◆ **Your assignment**: Copy each line of the records that includes "lines".

◆ **Information given**:
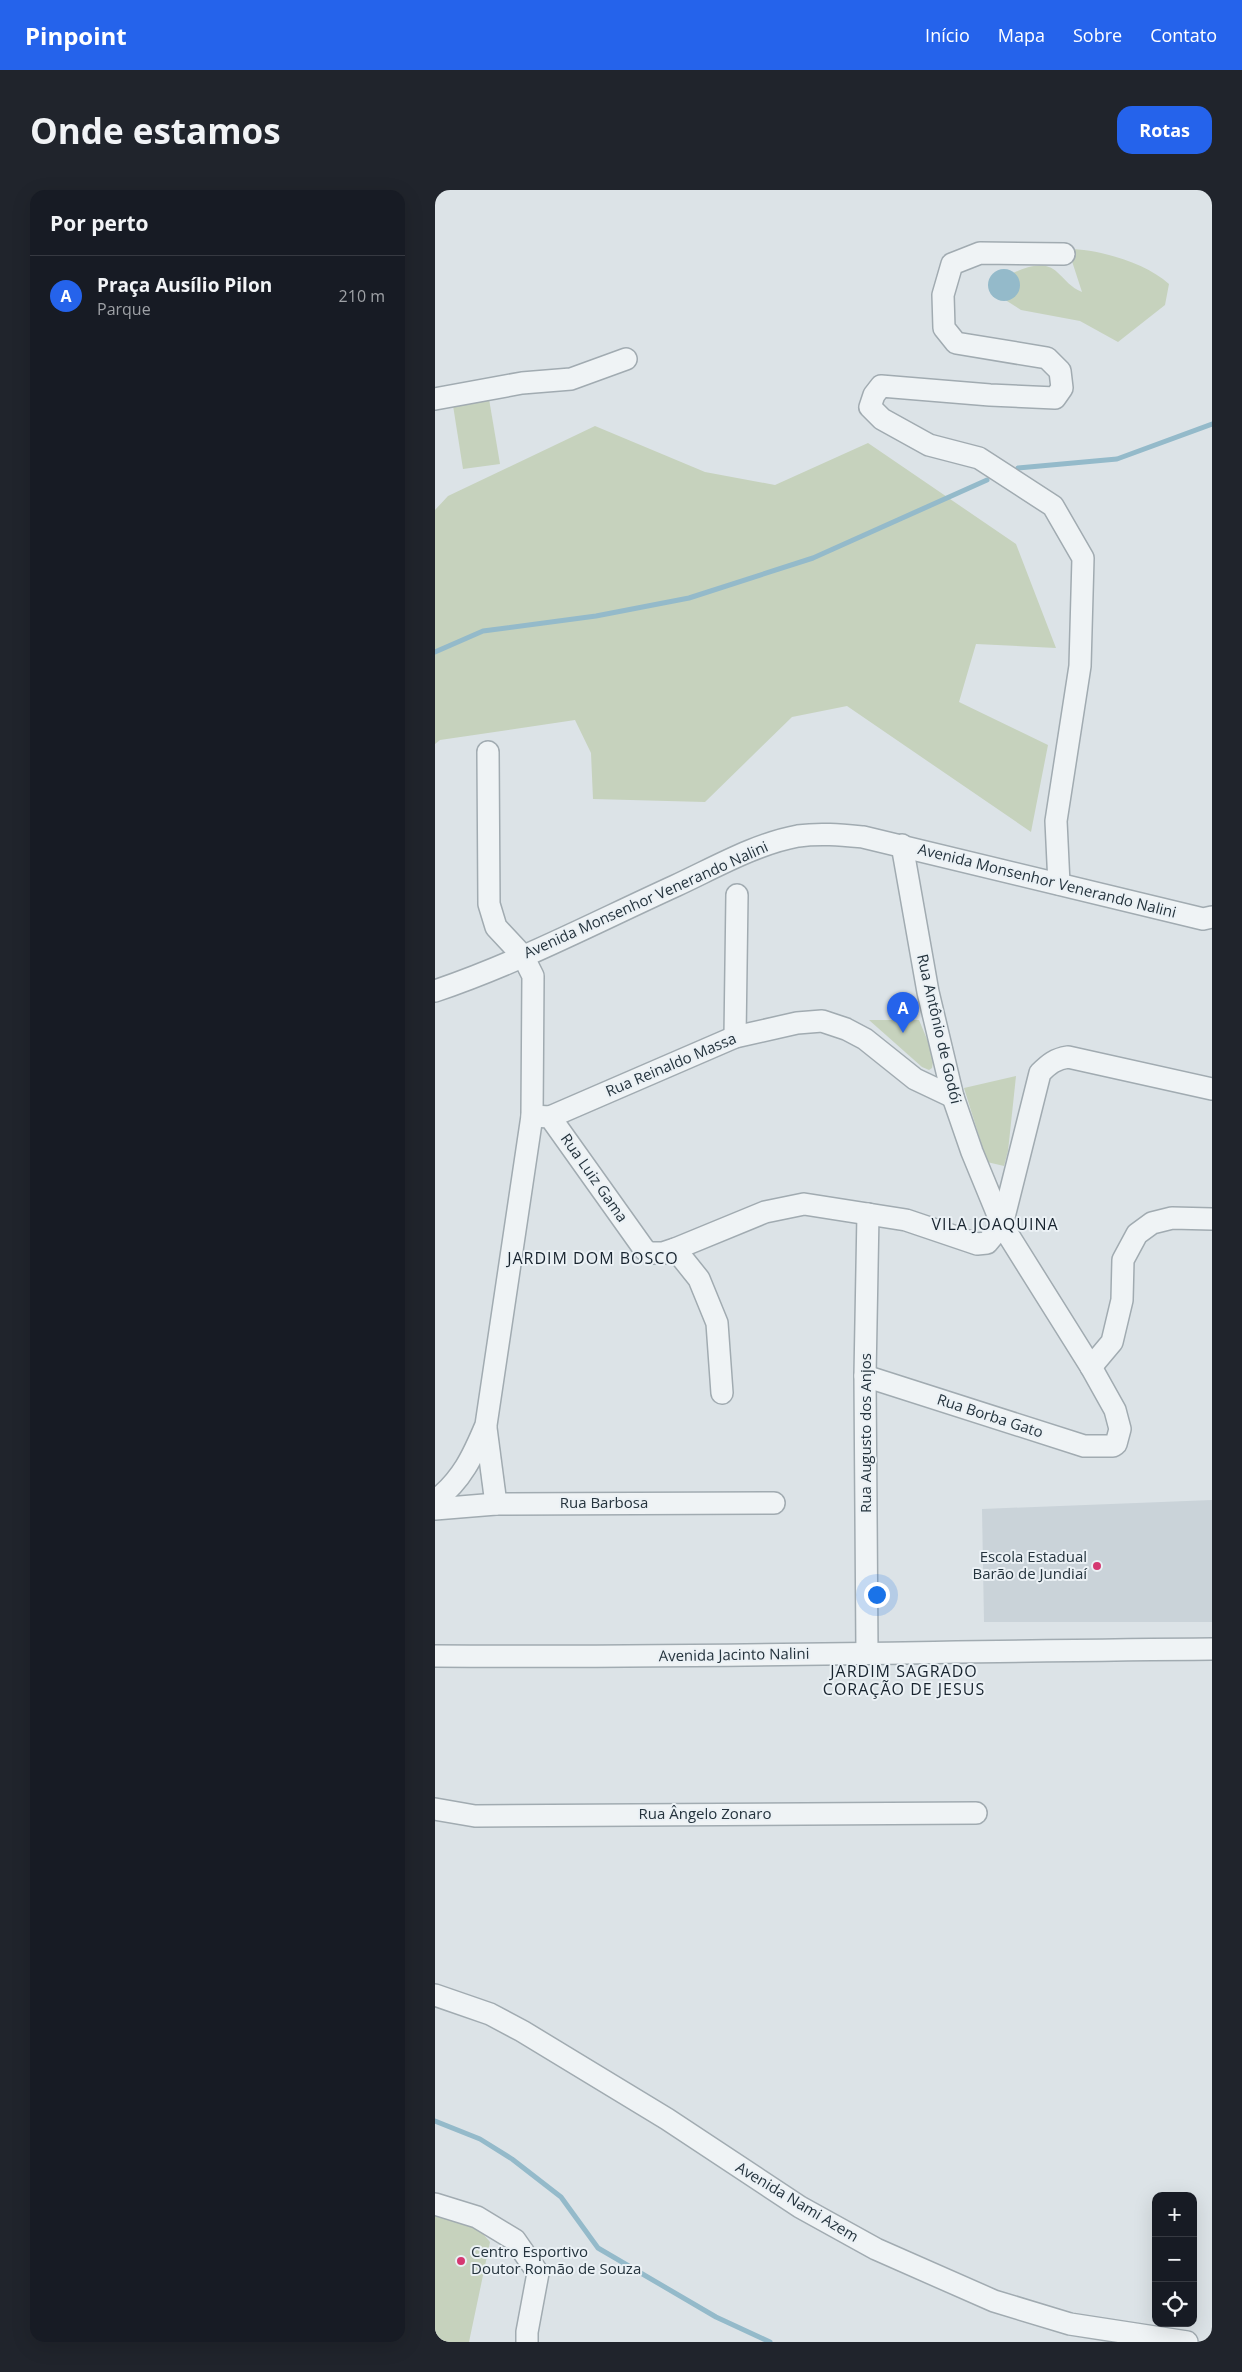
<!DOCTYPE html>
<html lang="pt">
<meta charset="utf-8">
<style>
:root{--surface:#171b24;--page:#20242c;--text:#f1f3f6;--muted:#9ea1a6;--line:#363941;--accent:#2563eb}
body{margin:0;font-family:"Open Sans",sans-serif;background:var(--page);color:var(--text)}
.controls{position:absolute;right:15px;bottom:15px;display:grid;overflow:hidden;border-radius:10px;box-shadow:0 5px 20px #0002}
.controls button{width:45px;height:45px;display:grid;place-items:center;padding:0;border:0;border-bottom:1px solid var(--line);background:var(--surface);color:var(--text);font:25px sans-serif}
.you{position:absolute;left:441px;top:1404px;width:18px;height:18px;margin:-12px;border:4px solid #fff;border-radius:50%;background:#1a73e8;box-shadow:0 0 0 8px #1a73e833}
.badge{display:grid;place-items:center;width:32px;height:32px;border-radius:50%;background:var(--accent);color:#fff;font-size:16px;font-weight:700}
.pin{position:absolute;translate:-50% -41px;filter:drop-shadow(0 1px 2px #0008)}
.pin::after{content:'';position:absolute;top:26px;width:18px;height:15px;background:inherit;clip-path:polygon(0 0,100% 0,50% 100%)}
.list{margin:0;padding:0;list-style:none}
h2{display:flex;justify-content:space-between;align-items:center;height:65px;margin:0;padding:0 20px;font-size:21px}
h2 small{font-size:16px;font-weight:400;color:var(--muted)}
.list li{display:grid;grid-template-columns:32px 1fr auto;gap:15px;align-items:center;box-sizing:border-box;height:80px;padding:0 20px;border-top:1px solid var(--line)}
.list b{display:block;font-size:19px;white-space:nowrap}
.list p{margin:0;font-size:16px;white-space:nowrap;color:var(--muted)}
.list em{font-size:16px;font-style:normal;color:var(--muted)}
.icon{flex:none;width:28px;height:28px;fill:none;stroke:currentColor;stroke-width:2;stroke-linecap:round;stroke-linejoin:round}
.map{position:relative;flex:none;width:777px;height:2152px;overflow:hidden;border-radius:15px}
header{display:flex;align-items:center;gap:30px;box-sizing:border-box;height:70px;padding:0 25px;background:var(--accent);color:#fff}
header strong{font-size:24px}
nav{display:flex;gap:28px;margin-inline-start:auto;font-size:18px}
.intro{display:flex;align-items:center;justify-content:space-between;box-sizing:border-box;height:120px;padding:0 30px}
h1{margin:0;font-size:35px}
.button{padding:12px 22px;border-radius:15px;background:var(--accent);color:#fff;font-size:18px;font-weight:700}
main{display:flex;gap:30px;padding:0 30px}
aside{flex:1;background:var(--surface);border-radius:15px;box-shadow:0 5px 20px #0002}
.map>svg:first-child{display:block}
.built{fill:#cad3d9}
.green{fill:#c6d2bd}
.water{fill:#94baca}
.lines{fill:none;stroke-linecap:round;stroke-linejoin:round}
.stream{stroke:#94baca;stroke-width:5}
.minor-casing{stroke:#a1abb1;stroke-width:24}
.minor{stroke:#eff3f5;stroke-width:21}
.poi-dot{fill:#d53871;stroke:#ebf1f5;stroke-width:2}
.labels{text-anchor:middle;stroke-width:4;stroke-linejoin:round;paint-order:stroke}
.street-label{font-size:15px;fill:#25343e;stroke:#ebf1f5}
.poi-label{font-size:15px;fill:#25343e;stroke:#ebf1f5;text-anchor:end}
.neighbourhood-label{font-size:16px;letter-spacing:1px;fill:#18242f;stroke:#ebf1f5}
</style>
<header>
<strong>Pinpoint</strong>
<nav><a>Início</a><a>Mapa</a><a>Sobre</a><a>Contato</a></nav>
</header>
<div class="intro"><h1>Onde estamos</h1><a class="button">Rotas</a></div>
<main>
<aside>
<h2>Por perto<small></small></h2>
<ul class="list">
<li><span class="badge">A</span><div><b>Praça Ausílio Pilon</b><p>Parque</p></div><em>210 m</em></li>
</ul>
</aside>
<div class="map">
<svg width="777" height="2152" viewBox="0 0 777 2152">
<rect width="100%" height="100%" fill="#dce3e7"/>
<polygon class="built" points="777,1310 777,1432 549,1432 547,1319"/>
<g class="green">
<path d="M 633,59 C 664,59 711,73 734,94 L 730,115 L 683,152 L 645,131 L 586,120 L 564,106 L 566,88 C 582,82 606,67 622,82 C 631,90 635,97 647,102 Z"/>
<polygon points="53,203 65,274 28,279 17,209"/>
<polygon points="160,236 270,282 340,295 433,253 581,354 621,458 541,454 524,512 613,555 596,642 412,516 357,527 270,612 158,609 156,563 140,530 5,550 0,554 0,320 13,306"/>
<polygon points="434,830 484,830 499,866 497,878 494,880 487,877"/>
<polygon points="581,886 573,961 569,976 552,972 529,898"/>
<polygon points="0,2025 43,2038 55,2052 34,2152 0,2152"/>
</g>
<circle class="water" cx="569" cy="95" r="16"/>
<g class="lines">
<g class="stream">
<polyline points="583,278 682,269 777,234"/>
<polyline points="0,462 48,441 161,426 254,408 378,368 552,290"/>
<polyline points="0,1931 45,1949 77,1969 126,2007 163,2058 281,2127 335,2152"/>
</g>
<g class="minor-casing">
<g id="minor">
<polyline points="0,209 87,193 136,189 191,169"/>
<polyline points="624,694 621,631 645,476 648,368 618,316 544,268 494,255 447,229 435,217 439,205 446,196 555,205 620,208 627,198 625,181 612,168 521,153 509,138 508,105 517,74 545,63 629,64"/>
<path d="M 0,801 C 83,773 161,732 240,696 C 279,678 320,654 363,646 C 385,643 406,645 428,647 L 768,729 L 777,727"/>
<polyline points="300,847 302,705"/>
<path d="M 97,926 L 115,927 L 209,1059 L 214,1063 L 228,1063 L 240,1059 L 330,1022 L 369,1014 L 471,1030 L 542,1054 L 552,1053 L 567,1035 L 605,883 C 614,874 620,869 633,867 L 777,899"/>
<polyline points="115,927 300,847 362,833 387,831 411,839 430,849 480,889 518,907"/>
<polyline points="240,1059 264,1089 282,1133 287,1203"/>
<polyline points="656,1177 677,1152 687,1110 688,1070 702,1044 717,1033 737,1028 777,1029"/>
<polyline points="430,1186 649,1256 678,1256 681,1254 685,1239 680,1220 656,1177 567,1035 537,962 518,907 493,802 467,655"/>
<polyline points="51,1238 61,1314"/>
<path d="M 0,1311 C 27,1290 38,1266 51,1235 L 97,926 L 98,786 L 88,766 L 61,737 L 54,714 L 53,562"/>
<polyline points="0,1319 61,1314 339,1313"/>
<polyline points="432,1462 430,1186 433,1024"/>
<path d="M 0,1466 C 259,1468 518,1461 777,1459"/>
<polyline points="0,1619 40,1626 541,1623"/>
<polyline points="0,1805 55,1824 87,1841 232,1929 365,2017 441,2059 559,2111 635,2134 752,2152"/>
<polyline points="0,2014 42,2027 80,2050 103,2083 92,2142 92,2152"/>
</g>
</g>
<use href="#minor" class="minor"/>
</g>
<g class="poi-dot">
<circle cx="662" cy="1376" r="5"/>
<circle cx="26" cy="2071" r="5"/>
</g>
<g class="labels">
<g class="street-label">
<text transform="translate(612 691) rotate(14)" y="5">Avenida Monsenhor Venerando Nalini</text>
<text transform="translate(211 710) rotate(-24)" y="5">Avenida Monsenhor Venerando Nalini</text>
<text transform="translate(504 839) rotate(77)" y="5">Rua Antônio de Godói</text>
<text transform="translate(236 875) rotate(-23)" y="5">Rua Reinaldo Massa</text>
<text transform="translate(159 988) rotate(55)" y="5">Rua Luiz Gama</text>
<text transform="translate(555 1226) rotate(18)" y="5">Rua Borba Gato</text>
<text transform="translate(431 1243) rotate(-90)" y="5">Rua Augusto dos Anjos</text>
<text x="169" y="1318">Rua Barbosa</text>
<text transform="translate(299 1465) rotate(-1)" y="5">Avenida Jacinto Nalini</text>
<text x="270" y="1629">Rua Ângelo Zonaro</text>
<text transform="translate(362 2012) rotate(31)" y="5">Avenida Nami Azem</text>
</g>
<g class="poi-label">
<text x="652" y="1372">Escola Estadual<tspan x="652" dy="17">Barão de Jundiaí</tspan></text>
<text x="36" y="2067" text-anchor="start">Centro Esportivo<tspan x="36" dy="17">Doutor Romão de Souza</tspan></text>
</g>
<g class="neighbourhood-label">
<text x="560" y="1040">VILA JOAQUINA</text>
<text x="158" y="1074">JARDIM DOM BOSCO</text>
<text x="469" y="1487">JARDIM SAGRADO<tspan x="469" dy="18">CORAÇÃO DE JESUS</tspan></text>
</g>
</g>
</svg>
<div class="controls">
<button>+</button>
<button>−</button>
<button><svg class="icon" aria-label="locate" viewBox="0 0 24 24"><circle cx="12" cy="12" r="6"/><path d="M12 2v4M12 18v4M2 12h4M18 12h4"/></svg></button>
</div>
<div class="you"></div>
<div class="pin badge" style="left:468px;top:843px">A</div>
</div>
</main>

◆ **Result of the task**:
.lines{fill:none;stroke-linecap:round;stroke-linejoin:round}
<g class="lines">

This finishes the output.